In the short term, at least, the crisis also marked a reversal of the
"global imbalances", as the WEO update notes. The IMF expects a partial
backtracking, though the scale of the imbalances should not be what it was
before the crisis. One salient feature of those imbalances - the
accumulation of foreign currency reserves, particularly by China - has not
altered: between February 2009 and October 2010, foreign currency reserves
rose by $2,004bn, of which China alone accounted for $849bn. This is
perilous.

The crisis also revealed the vulnerability of the eurozone to excessive
accumulations of private and public sector leverage, caused by floods of
surplus savings into bad investments via undercapitalised financial
institutions. Managing the deleveraging will be very hard, particularly
without internal exchange rate flexibility.

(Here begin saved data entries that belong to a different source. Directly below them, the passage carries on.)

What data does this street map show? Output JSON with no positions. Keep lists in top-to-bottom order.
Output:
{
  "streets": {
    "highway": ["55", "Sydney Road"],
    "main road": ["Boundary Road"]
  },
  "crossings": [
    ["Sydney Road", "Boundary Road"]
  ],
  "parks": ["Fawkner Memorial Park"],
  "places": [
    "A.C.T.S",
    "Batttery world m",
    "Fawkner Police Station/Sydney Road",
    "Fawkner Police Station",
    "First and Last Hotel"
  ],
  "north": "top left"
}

Now let us move to where the crisis has been far more an accelerator. The
most obvious change is fiscal. Every well-informed person knew that ageing
would generate a fiscal squeeze in high-income countries as spending rose
and growth slowed. The crisis has brought this forward by a decade.
According to the IMF, general government net debt of the Group of Seven
high-income countries will jump from 52 per cent of GDP in 2007 to 90 per
cent in 2015. This does not mean hyperinflation or default. But managing
public finances will govern politics for the foreseeable future. It will be
a miserable experience.

Just as important is the accelerated shift in the global balance of economic
power. If one were to set GDP at 100 in 2005, it was 105 in the US in 2010,
104 in the eurozone and 102 in Japan and the UK. But in Brazil it was 125,
in India 147 and in China 169. "Crisis? What crisis?" That must be the
response in China and India.

According to the IMF, the share of advanced countries in global GDP at PPP
was 63 per cent in 2000. It was 56 per cent in 2007, on the eve of the
crisis. It was 53 per cent last year and will fall below 50 per cent in
2013. China and India account for 80 per cent of the rising share in world
output forecast for emerging countries between 2000 and 2013, with China
alone accounting for 63 per cent. The growth of these giants has been
accompanied by pressure on natural resources. That also can only grow.
(...)"
http://www.ft.com/cms/s/0/5fc7e840-2e45-11e0-8733-00144feabdc0.html#axzz1CpRqIbYB

Curiously, Mr Wolf completely ignores the impact of the slump on the world's
labour force, namely the human beings who create all the wealth capitalists
trade in, and their families! How about the 30 million extra unemployed? How
about the stagnation and fall of real wages for the modal majority? Not a
word about that... It seems to be a sort of "collateral damage" that's
quitly swept under the carpet.

J.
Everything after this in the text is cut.